[Directions for this task]: What lines of the data below include the word "white"? Report them by copying each.

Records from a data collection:

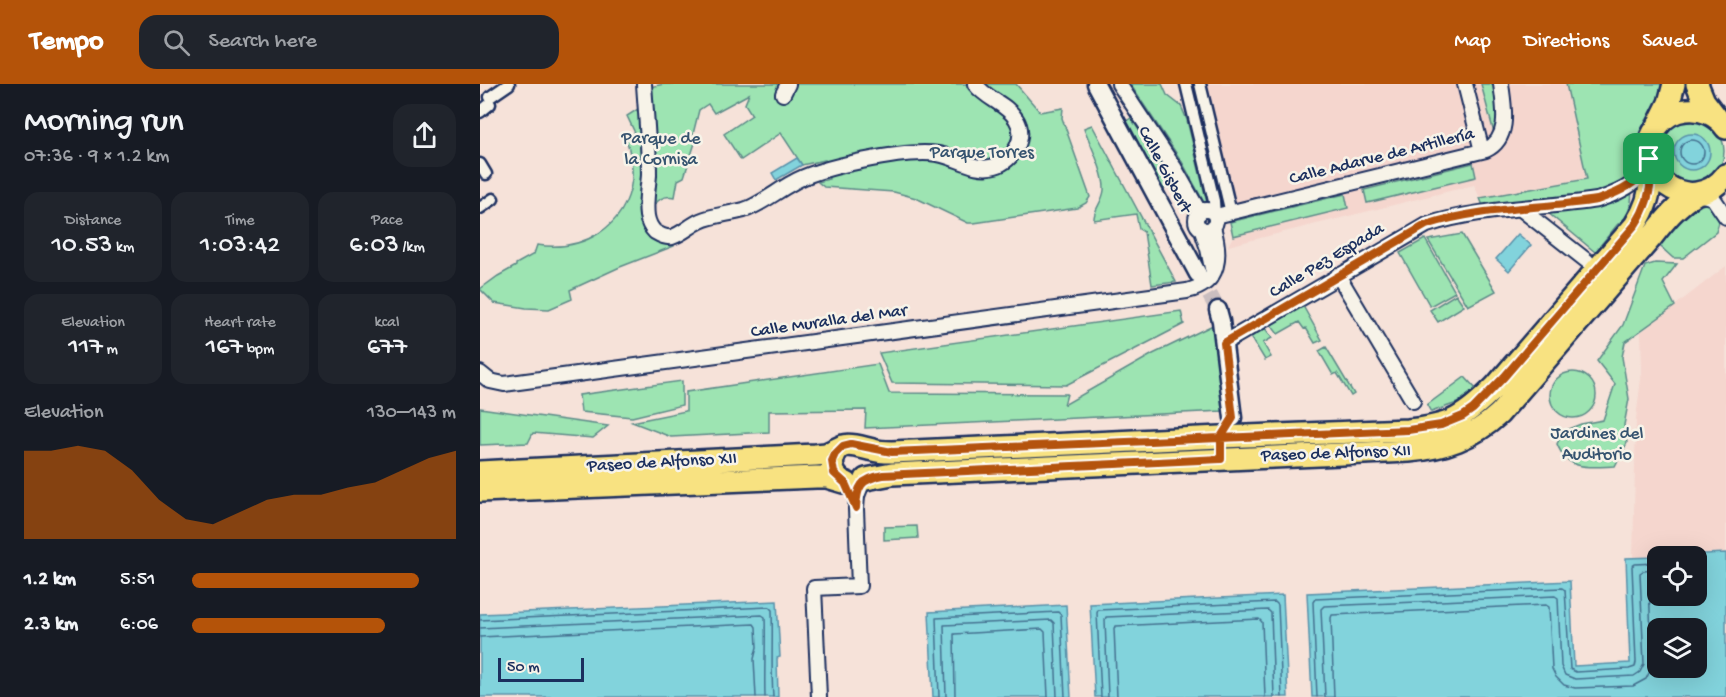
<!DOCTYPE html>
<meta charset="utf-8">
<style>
:root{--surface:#171b24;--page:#20242c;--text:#f1f3f6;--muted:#9ea1a6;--accent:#b45309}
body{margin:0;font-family:"Gochi Hand",sans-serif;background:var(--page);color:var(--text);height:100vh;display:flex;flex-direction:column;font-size:22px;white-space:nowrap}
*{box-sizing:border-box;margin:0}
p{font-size:20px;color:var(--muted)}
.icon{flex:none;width:33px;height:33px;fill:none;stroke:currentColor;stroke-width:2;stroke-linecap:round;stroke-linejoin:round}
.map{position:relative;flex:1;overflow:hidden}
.side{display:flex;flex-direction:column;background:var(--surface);width:480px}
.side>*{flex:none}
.buttons{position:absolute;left:1167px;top:462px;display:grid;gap:12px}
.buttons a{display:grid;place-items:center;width:60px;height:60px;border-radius:12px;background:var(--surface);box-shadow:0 6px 24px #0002;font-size:30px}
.scale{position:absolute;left:18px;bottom:15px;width:86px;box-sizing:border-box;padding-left:6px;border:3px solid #1b2f5e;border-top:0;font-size:16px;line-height:21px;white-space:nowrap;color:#1b2f5e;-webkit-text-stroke:4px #f7f3e8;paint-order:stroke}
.pin{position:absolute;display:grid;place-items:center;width:51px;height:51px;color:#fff;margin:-26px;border-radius:12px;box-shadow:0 3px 9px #0006}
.round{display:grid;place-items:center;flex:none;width:63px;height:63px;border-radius:18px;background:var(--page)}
.head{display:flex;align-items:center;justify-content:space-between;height:102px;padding:0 24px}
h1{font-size:33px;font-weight:600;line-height:45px}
.figures{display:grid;grid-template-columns:repeat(3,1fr);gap:9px;height:102px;padding:6px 24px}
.figures div{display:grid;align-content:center;border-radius:15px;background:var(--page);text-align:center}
.figures b{font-size:26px;font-weight:600}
.figures small{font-size:16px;font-weight:400}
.figures p{font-size:16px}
.chart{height:168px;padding:12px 24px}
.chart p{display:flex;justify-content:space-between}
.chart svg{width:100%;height:108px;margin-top:6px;fill:var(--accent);opacity:.7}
ul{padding:0 24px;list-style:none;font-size:20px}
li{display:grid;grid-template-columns:96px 72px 1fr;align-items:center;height:45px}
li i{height:15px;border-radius:8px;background:var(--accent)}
header{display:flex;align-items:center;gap:36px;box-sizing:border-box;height:84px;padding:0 30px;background:var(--accent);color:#fff}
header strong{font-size:28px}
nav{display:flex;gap:33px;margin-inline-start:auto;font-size:21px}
.search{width:420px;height:54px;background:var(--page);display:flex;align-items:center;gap:15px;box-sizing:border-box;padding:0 21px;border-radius:18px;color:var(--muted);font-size:22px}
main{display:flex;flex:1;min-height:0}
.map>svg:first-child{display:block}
.built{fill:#f5d6ce}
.green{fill:#9de4b2;stroke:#5c8a88;stroke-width:1.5}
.water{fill:#82d3dc;stroke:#5991aa;stroke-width:1.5;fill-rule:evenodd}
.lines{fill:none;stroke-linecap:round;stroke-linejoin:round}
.shore{stroke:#447190;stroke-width:1.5}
.tertiary-tunnel{stroke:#cabec0;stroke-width:16;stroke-dasharray:16 8;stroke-linecap:butt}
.pedestrian-casing{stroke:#1b2f5e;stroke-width:15}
.minor-casing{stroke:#1b2f5e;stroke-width:18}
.tertiary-casing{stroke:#1b2f5e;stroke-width:21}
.primary-casing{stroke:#1b2f5e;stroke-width:26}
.pedestrian{stroke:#f7f3e8;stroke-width:10}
.minor{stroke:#f7f3e8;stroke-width:14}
.tertiary{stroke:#f7f3e8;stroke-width:16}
.primary{stroke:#f8e281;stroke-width:21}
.route-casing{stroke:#fff;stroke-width:12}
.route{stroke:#b45309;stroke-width:8}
.labels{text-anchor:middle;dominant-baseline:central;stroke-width:5;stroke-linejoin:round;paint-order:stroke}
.park-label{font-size:18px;fill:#35536f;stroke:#f7f3e8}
.street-label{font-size:18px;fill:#1b2f5e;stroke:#f7f3e8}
</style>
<header>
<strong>Tempo</strong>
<div class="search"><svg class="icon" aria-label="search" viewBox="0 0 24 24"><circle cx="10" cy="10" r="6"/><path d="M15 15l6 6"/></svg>Search here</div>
<nav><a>Map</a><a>Directions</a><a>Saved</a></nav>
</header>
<main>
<section class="side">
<div class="head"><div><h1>Morning run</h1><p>07:36 · 9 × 1.2 km</p></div><a class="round"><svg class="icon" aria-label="share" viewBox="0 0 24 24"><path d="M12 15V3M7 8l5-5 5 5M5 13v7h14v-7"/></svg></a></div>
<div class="figures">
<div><p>Distance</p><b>10.53<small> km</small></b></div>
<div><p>Time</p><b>1:03:42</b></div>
<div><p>Pace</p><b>6:03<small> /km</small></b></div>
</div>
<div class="figures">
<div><p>Elevation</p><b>117<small> m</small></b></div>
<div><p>Heart rate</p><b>167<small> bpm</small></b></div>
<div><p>kcal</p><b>677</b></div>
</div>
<div class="chart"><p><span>Elevation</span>130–143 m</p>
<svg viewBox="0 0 160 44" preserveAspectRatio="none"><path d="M0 44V8L10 8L20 6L30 8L40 16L50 28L60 36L70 38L80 33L90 28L100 26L110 26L120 23L130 21L140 16L150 11L160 8V44z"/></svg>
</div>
<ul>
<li><b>1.2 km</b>5:51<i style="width:86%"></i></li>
<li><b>2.3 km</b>6:06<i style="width:73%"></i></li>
</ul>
</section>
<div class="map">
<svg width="1246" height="613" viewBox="0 0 1246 613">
<rect width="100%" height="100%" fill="#f6e2d9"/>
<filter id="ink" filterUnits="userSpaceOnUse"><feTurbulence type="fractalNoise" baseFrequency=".0167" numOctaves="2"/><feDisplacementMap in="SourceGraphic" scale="12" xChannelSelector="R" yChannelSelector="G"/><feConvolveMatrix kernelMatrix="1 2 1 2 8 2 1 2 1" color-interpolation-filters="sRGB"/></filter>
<g filter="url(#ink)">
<!-- built -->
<path class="built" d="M706,0H1086L1108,95L1000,114L994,101L748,162L753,152L748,130L736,132Z
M1246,182V469L1153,474L1156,335L1162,287L1161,248Z"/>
<!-- green -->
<path class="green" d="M184,0H536L560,28L583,24L582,34L610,113L606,119L597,124L494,139H488L436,114L414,108L344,103L338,98L349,95L345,76L322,81L301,49L261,76L244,50L272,31L265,20L269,10L234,29L228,20L219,26L212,54L216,56L204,93L198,96L195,113C183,111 176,116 171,127L177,144L192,148L194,162L140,183L90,206L92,215L69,225L46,224L14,219L0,205L18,192L36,182V180L54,170L57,161C102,168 146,144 152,95C153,81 150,67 146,54L155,49L147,32L158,25L171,24L169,3Z
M650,0H682L687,11L701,22L707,36L727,119L724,118L702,78Z
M1001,0H1014L1017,34L1014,49Z
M1086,0H1185L1179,21L1167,35L1160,47L1152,90C1142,100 1128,105 1114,109L1003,122L1000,114L1107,95Z
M651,34L691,95L682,108L645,38Z
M1180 67a32 32 0 1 1 64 0a32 32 0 1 1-64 0Z
M612,41L696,198L672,201L664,148L659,145L656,130L614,136C613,126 623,118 624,106C625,90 610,60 604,44Z
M993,79L996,93L887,119L884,106Z
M1150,101C1154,114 1150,133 1137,141L1115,168L1061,123L1101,118Z
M865,110L868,124L753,152L750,138Z
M1223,110L1240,135L1236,148L1203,174H1193L1171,154Z
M982,150L1016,207L988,222L948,156Z
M945,155L975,208L950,222L920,169Z
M1175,179L1197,180L1183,198L1195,222L1145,258L1142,273L1149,315L1144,341L1147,359L1135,382C1110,383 1088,388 1077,360L1083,347L1101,340L1123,336L1135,300L1117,277L1143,241L1165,182Z
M976,210L984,222L958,238L950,226Z
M823,222L842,256L835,259L826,244L824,245L819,238L798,250L791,241Z
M701,227L704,240L586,301L412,299L399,269Z
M733,241L743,327L385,344L386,326L289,327V348L191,353L152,338L206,327V308L398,280L409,309L587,310L584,321L673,270Z
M785,244L792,254L783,259L791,273L785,276L771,253Z
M846,263L874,310L871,312L857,289L853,291L839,267Z
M1070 311a23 23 0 1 1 46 0a23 23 0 1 1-46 0Z
M985,293L996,305L977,319L951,328L947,321Z
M202,297V321L152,333L101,328L99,311Z
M0,324L128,342L113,354L53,349L48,359L0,361Z
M437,442L438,454L404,456V443Z"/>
<!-- water -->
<path class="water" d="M1194 68a18 18 0 1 1 36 0a18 18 0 1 1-36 0Z
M317,74L322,81L296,96L292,89Z
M1038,150L1051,161L1029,187L1016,175Z
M1246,469V613H832L827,509L1090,497L1094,582L1150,579L1146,474L1177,473L1178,512H1216V472H1182ZM1178,544H1216V584H1178Z
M803,511L808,613H615L610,520Z
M297,517L300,573L297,574L298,613H0V530Z
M586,521L591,613H453L449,528Z"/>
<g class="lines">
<!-- shore -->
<path class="shore" d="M1200 68a12 12 0 1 1 24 0a12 12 0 1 1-24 0Z
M0,536L289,523L292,526C293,556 291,583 293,613
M0,544L282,531L285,533C286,560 284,586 285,613
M0,553L274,540L276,543L277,563L274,575L276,613
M459,613L456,534L578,528L581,531L585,613
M466,613L464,541L571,536L574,539L577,613
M475,613L474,550L562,545L565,548L568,613
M621,613L617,529L618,526L795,518L798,521L802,613
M628,613L625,536L626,533L788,526L791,529L794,613
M637,613L634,544L636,542L779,535L782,538L785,613
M837,613L833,518L835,515L1082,504L1085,506L1090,585L1096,588L1149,585L1155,583L1156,578L1152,482L1155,480L1178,479
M845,613L841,525L844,522L1075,512L1078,514L1081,582L1085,591L1095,595L1154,592L1160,588L1164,580L1160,489L1163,487L1178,486
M854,613L851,534L852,531L1066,521L1069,523L1072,585L1076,593L1084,601L1095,604L1153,602L1166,595L1172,583L1169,498L1171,496L1178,495"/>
<!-- tertiary-tunnel -->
<path class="tertiary-tunnel" d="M718,190L738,226"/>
<defs>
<path id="pedestrian" d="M706,0L734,117L735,131
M720,0L751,129
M10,13L29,0
M0,28L10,20
M0,80L6,90
M0,124L13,115"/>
<path id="minor" d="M164,0C166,30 169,61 169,91C168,104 165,119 167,132C168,138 171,144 175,148C180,151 186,154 192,153C202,150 211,141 220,137C233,131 250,130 264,126C280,121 297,107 312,99C338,83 427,65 458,70C477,73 495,88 515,82C533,77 548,53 536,35C527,20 506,15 495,0
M639,0L694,83L720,129
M985,0L1002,67
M303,10L308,0
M1217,109L1233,114L1246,133
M1041,125L1107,177
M716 136a10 10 0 1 1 20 0a10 10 0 1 1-20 0Z
M736,132L1006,66C1031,54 1024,23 1021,0
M721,144L728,165L732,184
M858,191L933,317
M744,259L947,141C1001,123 1061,125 1117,116C1136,110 1164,99 1169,77
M0,289L10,297L24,300L707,207C741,199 741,171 733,143
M339,613L334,504L379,502L376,425L377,412L383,397"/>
<path id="tertiary" d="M616,0L718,190
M738,226L741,237L753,334"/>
<path id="primary" d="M1217,0L1224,17L1237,34
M1179,39L1189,19L1194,0
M1246,44C1237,31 1222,24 1206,26C1195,27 1184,33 1178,42C1143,85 1210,138 1246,91
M0,388L335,371L346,370L363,362
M386,395L412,390L929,367C964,364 993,354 1019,330L1171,154C1185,136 1197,121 1217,109
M362,397C355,392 351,385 353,376C358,353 378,363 393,366C399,368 406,368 412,368L741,353L928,346C971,342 985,333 1015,303L1155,141C1167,123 1173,101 1170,79
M0,407L336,393H347L367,399"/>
</defs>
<!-- pedestrian casing -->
<use href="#pedestrian" class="pedestrian-casing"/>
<!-- minor casing -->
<use href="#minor" class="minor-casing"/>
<!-- tertiary casing -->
<use href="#tertiary" class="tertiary-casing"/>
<!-- primary casing -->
<use href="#primary" class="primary-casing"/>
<!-- pedestrian -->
<use href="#pedestrian" class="pedestrian"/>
<!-- minor -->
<use href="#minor" class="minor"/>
<!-- tertiary -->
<use href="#tertiary" class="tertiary"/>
<!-- primary -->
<use href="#primary" class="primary"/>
</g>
</g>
<g class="lines" filter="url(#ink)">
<defs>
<path id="route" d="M1169,75C1174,98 1168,121 1155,141L1024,293L993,325L983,332L961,341L928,346L412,368L371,360L363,362L355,370L352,377L354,389L365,399L376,424C377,402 381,395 403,391L741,375V353L753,334L744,259L946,141C1001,123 1061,125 1117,116C1138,109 1164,98 1169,75"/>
</defs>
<!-- route casing -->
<use href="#route" class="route-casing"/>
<!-- route -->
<use href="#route" class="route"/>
</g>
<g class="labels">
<!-- park labels -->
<g class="park-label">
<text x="181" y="55">Parque de<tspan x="181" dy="21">la Cornisa</tspan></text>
<text x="502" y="69">Parque Torres</text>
<text x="1117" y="350">Jardines del<tspan x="1117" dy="21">Auditorio</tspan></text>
</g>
<!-- street labels -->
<g class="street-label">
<text transform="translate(902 73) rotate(-14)">Calle Adarve de Artillería</text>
<text transform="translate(684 86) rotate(62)">Calle Gisbert</text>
<text transform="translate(847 177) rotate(-31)">Calle Pez Espada</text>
<text transform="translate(349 238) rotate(-8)">Calle Muralla del Mar</text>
<text transform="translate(856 370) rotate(-2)">Paseo de Alfonso XII</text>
<text transform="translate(182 379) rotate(-3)">Paseo de Alfonso XII</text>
</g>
</g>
</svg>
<div class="buttons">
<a><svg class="icon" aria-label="locate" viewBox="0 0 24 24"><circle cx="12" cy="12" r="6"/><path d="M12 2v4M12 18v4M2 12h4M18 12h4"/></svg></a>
<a><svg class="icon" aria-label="layers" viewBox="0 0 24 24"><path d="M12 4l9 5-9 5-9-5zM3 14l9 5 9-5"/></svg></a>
</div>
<div class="scale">50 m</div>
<div class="pin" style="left:1169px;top:75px;background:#1e9e55"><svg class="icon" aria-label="arrive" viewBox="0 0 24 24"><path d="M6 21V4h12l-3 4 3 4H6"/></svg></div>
</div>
</main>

[Task answer]:
body{margin:0;font-family:"Gochi Hand",sans-serif;background:var(--page);color:var(--text);height:100vh;display:flex;flex-direction:column;font-size:22px;white-space:nowrap}
.scale{position:absolute;left:18px;bottom:15px;width:86px;box-sizing:border-box;padding-left:6px;border:3px solid #1b2f5e;border-top:0;font-size:16px;line-height:21px;white-space:nowrap;color:#1b2f5e;-webkit-text-stroke:4px #f7f3e8;paint-order:stroke}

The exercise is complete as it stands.